EXERCISE BRIEF: Would you set down the data that follows, word for word, without any pictures?
'''
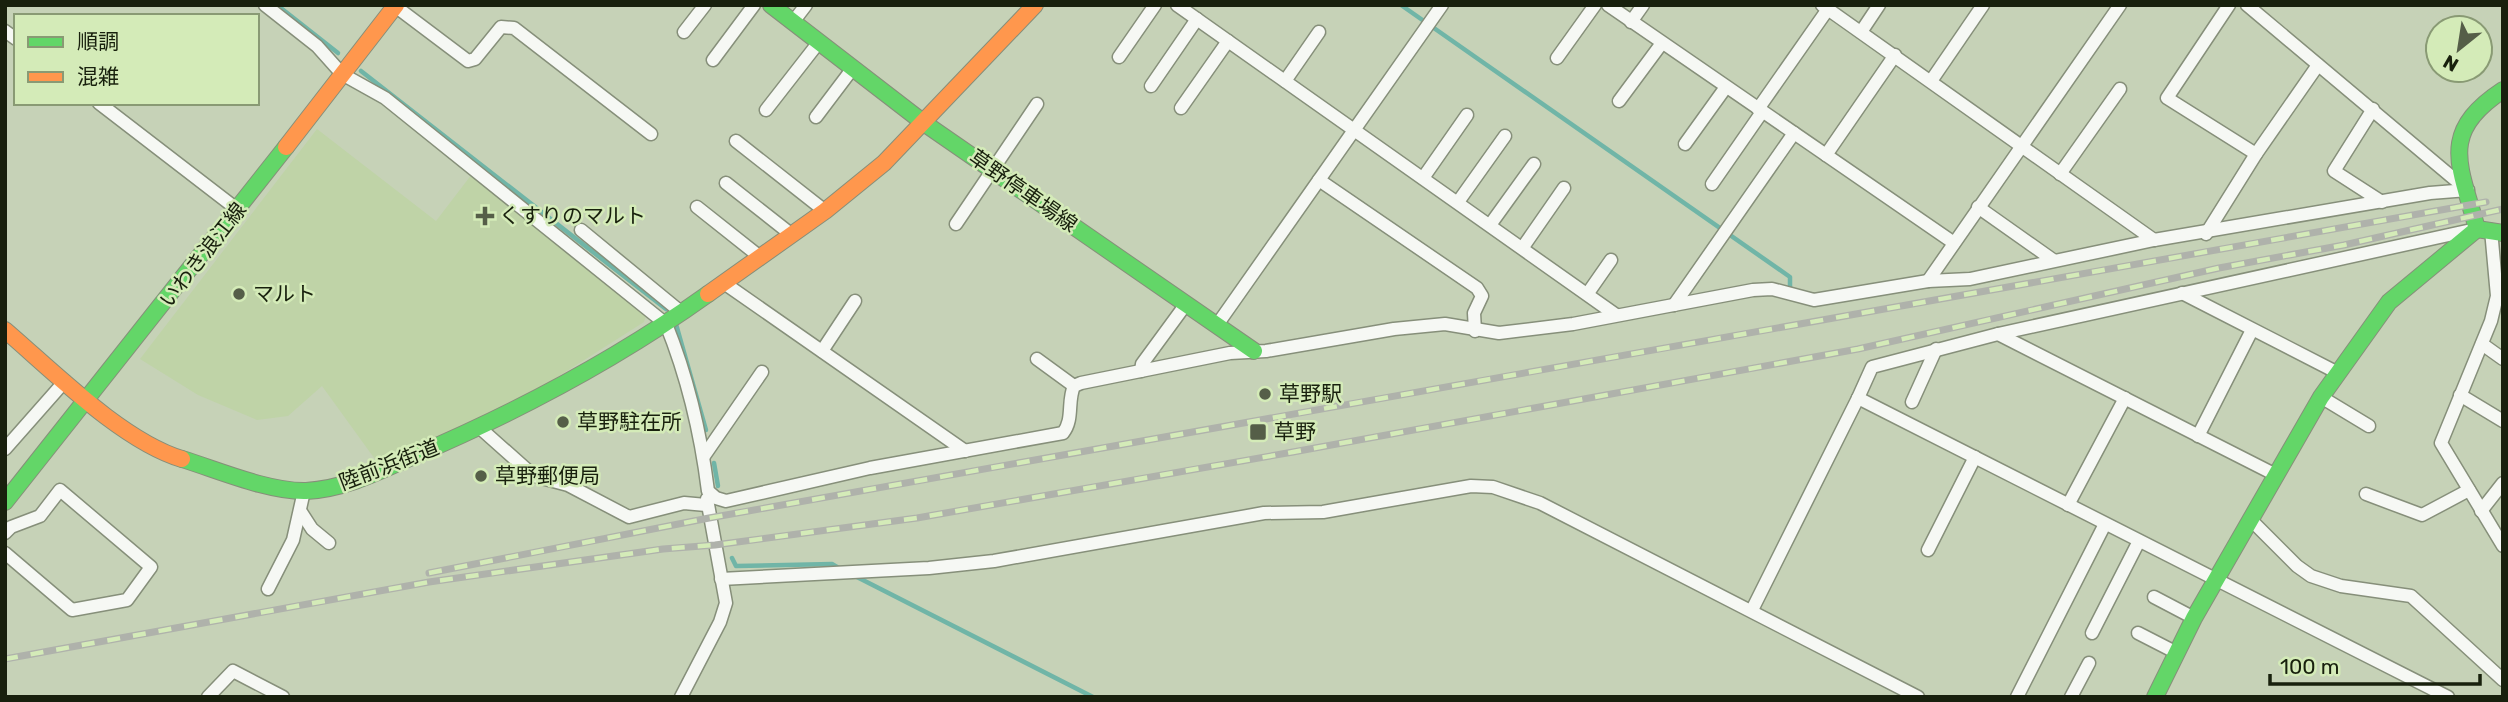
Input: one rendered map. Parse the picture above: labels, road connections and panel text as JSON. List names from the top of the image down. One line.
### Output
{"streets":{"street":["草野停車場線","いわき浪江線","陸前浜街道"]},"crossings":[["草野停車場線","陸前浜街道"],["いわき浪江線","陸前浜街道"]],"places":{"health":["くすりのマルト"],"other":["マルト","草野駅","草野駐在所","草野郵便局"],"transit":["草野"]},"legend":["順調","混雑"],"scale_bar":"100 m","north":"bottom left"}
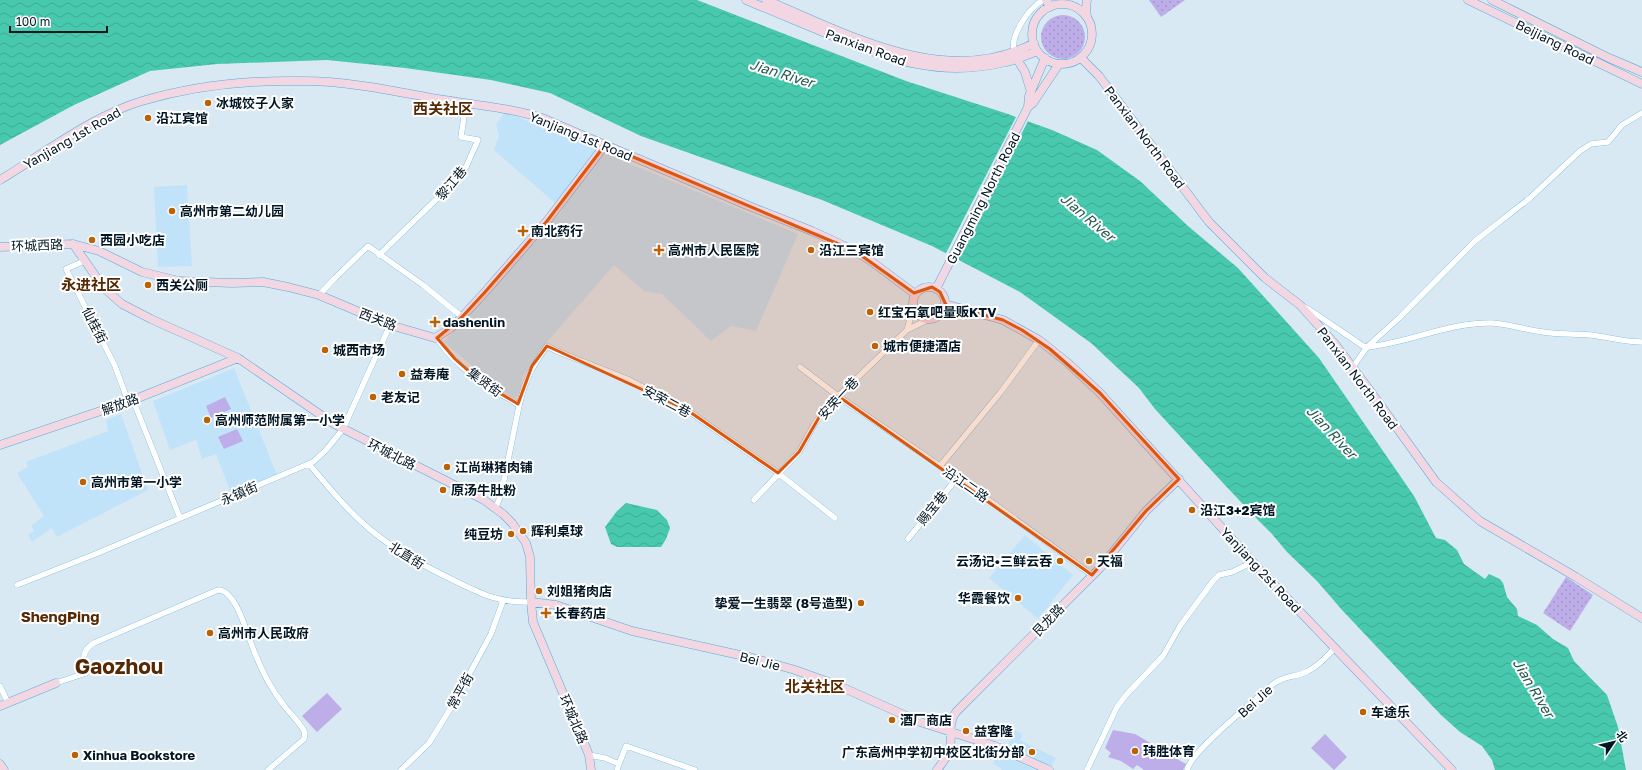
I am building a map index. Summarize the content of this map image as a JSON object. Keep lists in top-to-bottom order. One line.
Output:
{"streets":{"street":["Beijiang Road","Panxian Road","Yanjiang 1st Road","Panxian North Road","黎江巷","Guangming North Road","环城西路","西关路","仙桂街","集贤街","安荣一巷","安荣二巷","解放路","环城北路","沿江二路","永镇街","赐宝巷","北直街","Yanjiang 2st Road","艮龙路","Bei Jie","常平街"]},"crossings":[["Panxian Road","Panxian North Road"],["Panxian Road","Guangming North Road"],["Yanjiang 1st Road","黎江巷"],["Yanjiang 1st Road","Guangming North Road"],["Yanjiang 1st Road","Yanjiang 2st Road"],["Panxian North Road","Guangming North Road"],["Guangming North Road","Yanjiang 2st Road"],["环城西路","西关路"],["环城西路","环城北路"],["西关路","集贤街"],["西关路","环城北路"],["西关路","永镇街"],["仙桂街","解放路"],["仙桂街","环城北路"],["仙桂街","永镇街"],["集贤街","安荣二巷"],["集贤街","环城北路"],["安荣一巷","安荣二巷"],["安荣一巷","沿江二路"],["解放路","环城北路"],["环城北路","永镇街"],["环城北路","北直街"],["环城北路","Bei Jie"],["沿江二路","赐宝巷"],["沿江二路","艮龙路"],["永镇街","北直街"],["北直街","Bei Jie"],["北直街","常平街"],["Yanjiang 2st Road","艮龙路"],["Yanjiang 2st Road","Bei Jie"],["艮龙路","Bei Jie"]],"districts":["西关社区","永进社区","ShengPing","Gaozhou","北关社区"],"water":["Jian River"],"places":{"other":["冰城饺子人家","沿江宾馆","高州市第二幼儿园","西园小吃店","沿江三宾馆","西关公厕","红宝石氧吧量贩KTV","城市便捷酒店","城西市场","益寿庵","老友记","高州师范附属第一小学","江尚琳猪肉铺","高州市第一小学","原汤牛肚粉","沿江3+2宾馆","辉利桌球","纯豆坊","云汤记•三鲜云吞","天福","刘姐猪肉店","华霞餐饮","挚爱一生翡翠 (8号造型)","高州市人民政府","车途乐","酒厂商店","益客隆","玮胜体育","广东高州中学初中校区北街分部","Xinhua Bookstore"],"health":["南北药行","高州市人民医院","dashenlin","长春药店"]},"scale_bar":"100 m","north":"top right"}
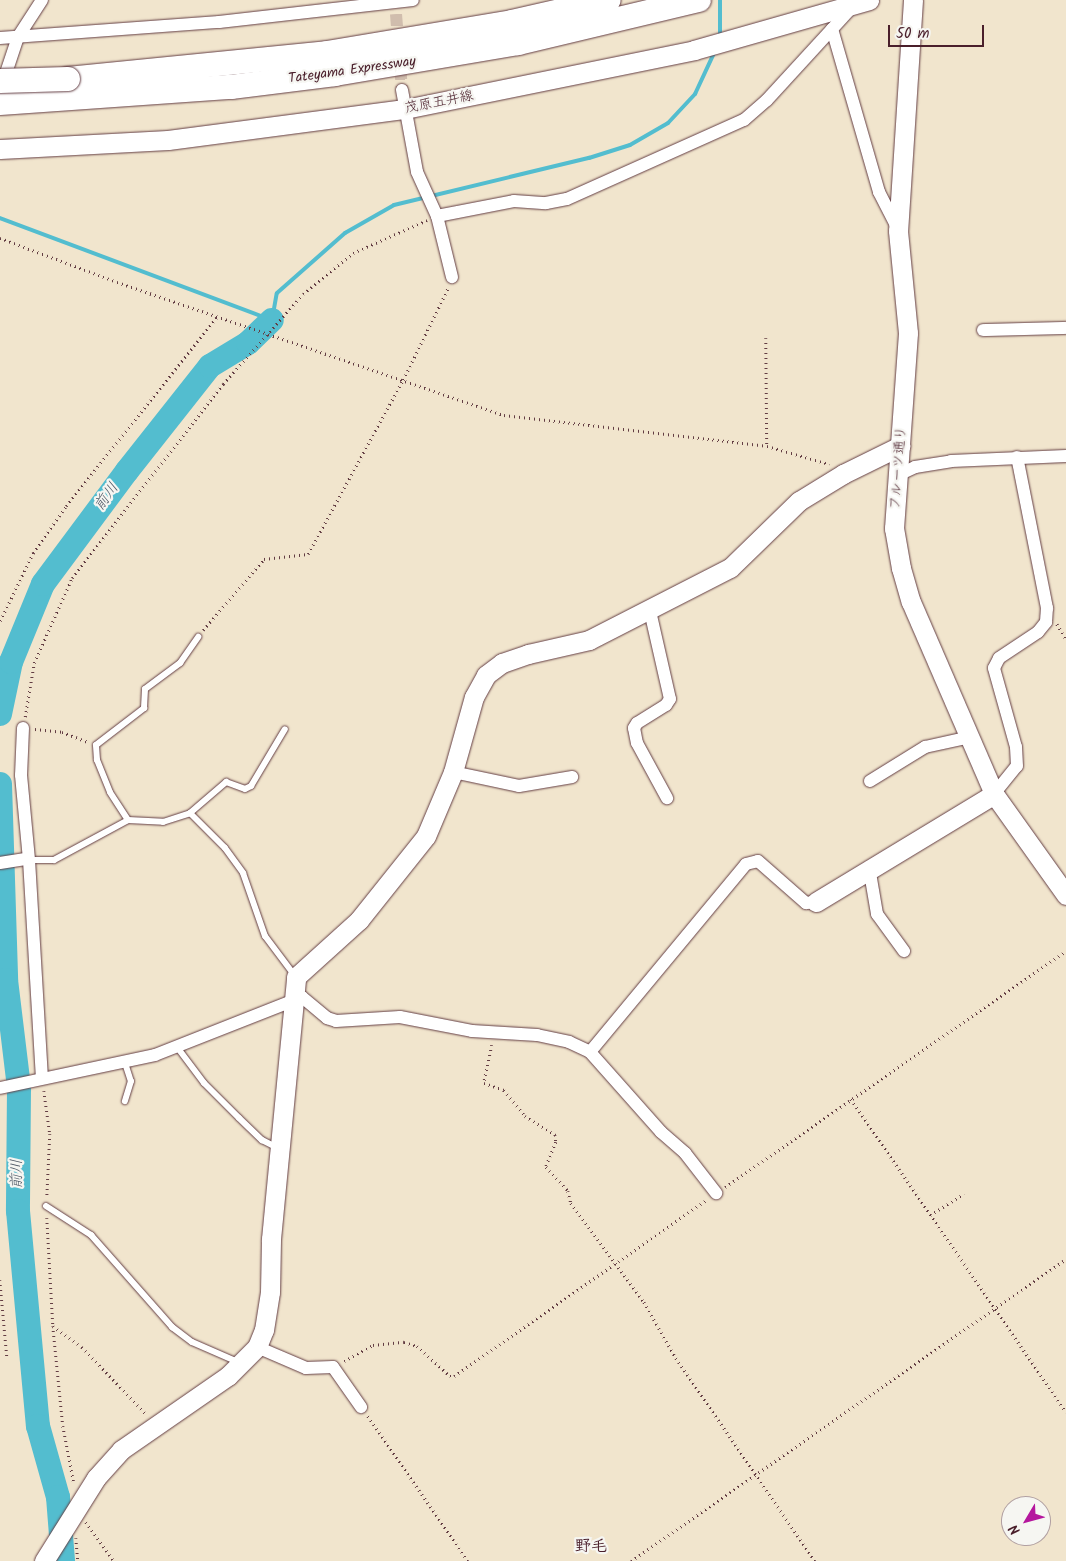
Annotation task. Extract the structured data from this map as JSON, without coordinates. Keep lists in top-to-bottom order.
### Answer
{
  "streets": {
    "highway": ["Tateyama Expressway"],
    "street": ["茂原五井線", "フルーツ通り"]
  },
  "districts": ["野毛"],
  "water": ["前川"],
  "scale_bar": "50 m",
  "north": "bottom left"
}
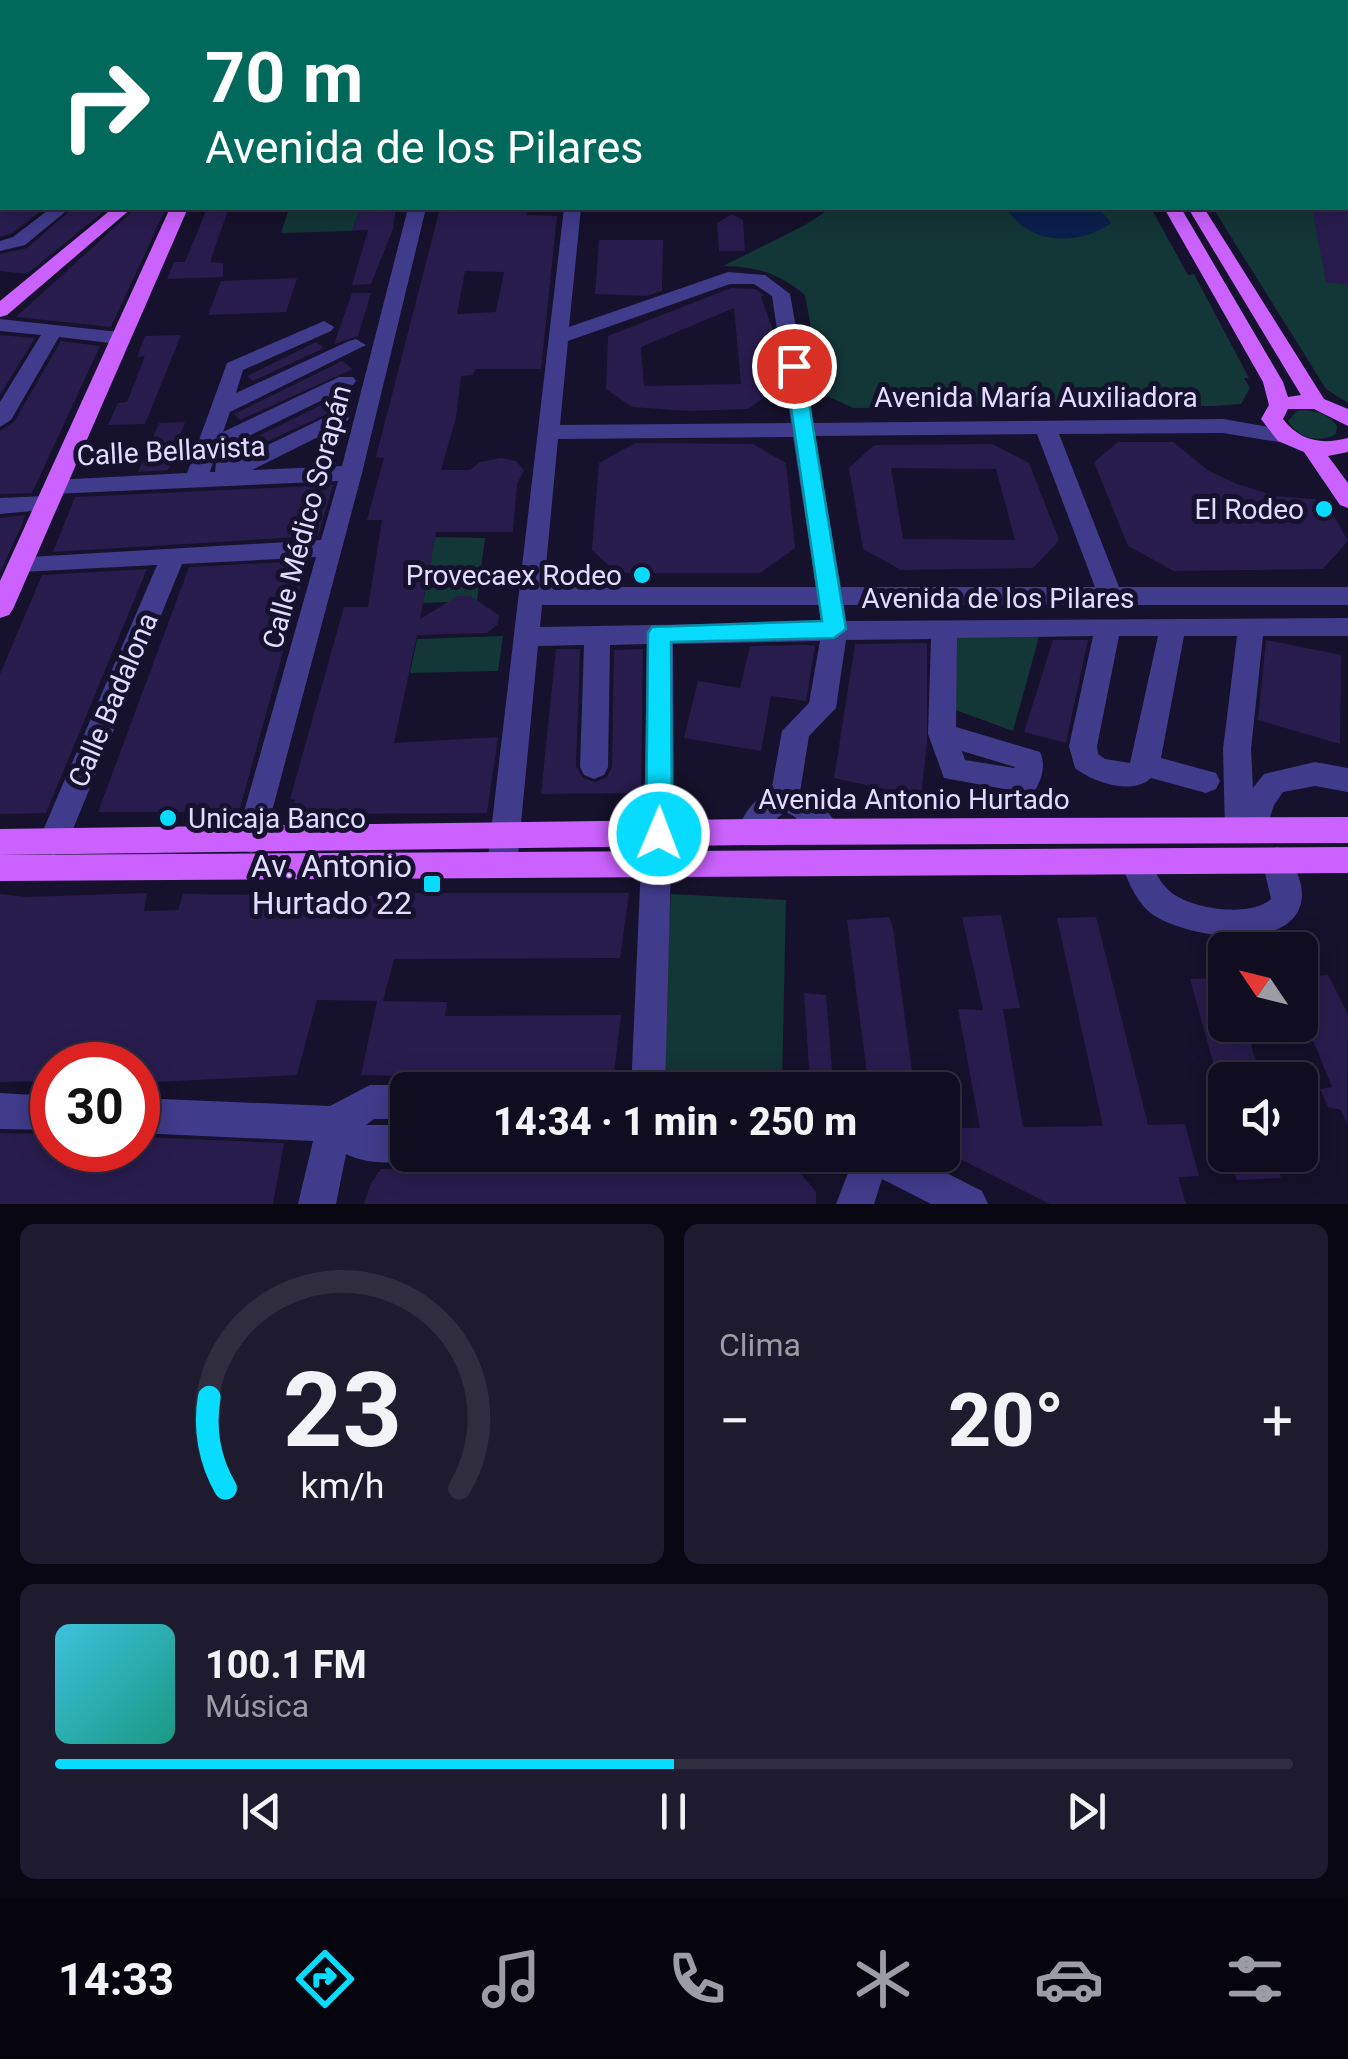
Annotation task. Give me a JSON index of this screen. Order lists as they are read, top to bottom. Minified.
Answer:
'''
ANSWER SPACE:
Input: one rendered map. Parse the picture above: labels, road connections and panel text as JSON. List names from the top of the image down. One line.
### Output
{"streets":{"street":["草野停車場線","いわき浪江線","陸前浜街道"]},"crossings":[["草野停車場線","陸前浜街道"],["いわき浪江線","陸前浜街道"]],"places":{"health":["くすりのマルト"],"other":["マルト","草野駅","草野駐在所","草野郵便局"],"transit":["草野"]},"legend":["順調","混雑"],"scale_bar":"100 m","north":"bottom left"}
I am building a map index. Summarize the content of this map image as a JSON object. Keep lists in top-to-bottom order. One line.
Output:
{"streets":{"street":["Beijiang Road","Panxian Road","Yanjiang 1st Road","Panxian North Road","黎江巷","Guangming North Road","环城西路","西关路","仙桂街","集贤街","安荣一巷","安荣二巷","解放路","环城北路","沿江二路","永镇街","赐宝巷","北直街","Yanjiang 2st Road","艮龙路","Bei Jie","常平街"]},"crossings":[["Panxian Road","Panxian North Road"],["Panxian Road","Guangming North Road"],["Yanjiang 1st Road","黎江巷"],["Yanjiang 1st Road","Guangming North Road"],["Yanjiang 1st Road","Yanjiang 2st Road"],["Panxian North Road","Guangming North Road"],["Guangming North Road","Yanjiang 2st Road"],["环城西路","西关路"],["环城西路","环城北路"],["西关路","集贤街"],["西关路","环城北路"],["西关路","永镇街"],["仙桂街","解放路"],["仙桂街","环城北路"],["仙桂街","永镇街"],["集贤街","安荣二巷"],["集贤街","环城北路"],["安荣一巷","安荣二巷"],["安荣一巷","沿江二路"],["解放路","环城北路"],["环城北路","永镇街"],["环城北路","北直街"],["环城北路","Bei Jie"],["沿江二路","赐宝巷"],["沿江二路","艮龙路"],["永镇街","北直街"],["北直街","Bei Jie"],["北直街","常平街"],["Yanjiang 2st Road","艮龙路"],["Yanjiang 2st Road","Bei Jie"],["艮龙路","Bei Jie"]],"districts":["西关社区","永进社区","ShengPing","Gaozhou","北关社区"],"water":["Jian River"],"places":{"other":["冰城饺子人家","沿江宾馆","高州市第二幼儿园","西园小吃店","沿江三宾馆","西关公厕","红宝石氧吧量贩KTV","城市便捷酒店","城西市场","益寿庵","老友记","高州师范附属第一小学","江尚琳猪肉铺","高州市第一小学","原汤牛肚粉","沿江3+2宾馆","辉利桌球","纯豆坊","云汤记•三鲜云吞","天福","刘姐猪肉店","华霞餐饮","挚爱一生翡翠 (8号造型)","高州市人民政府","车途乐","酒厂商店","益客隆","玮胜体育","广东高州中学初中校区北街分部","Xinhua Bookstore"],"health":["南北药行","高州市人民医院","dashenlin","长春药店"]},"scale_bar":"100 m","north":"top right"}
Annotation task. Extract the structured data from this map as JSON, without coordinates. Keep lists in top-to-bottom order.
### Answer
{
  "streets": {
    "highway": ["Tateyama Expressway"],
    "street": ["茂原五井線", "フルーツ通り"]
  },
  "districts": ["野毛"],
  "water": ["前川"],
  "scale_bar": "50 m",
  "north": "bottom left"
}
Annotation task. Give me a JSON index of this screen. Order lists as they are read, top to bottom. Minified.
Answer:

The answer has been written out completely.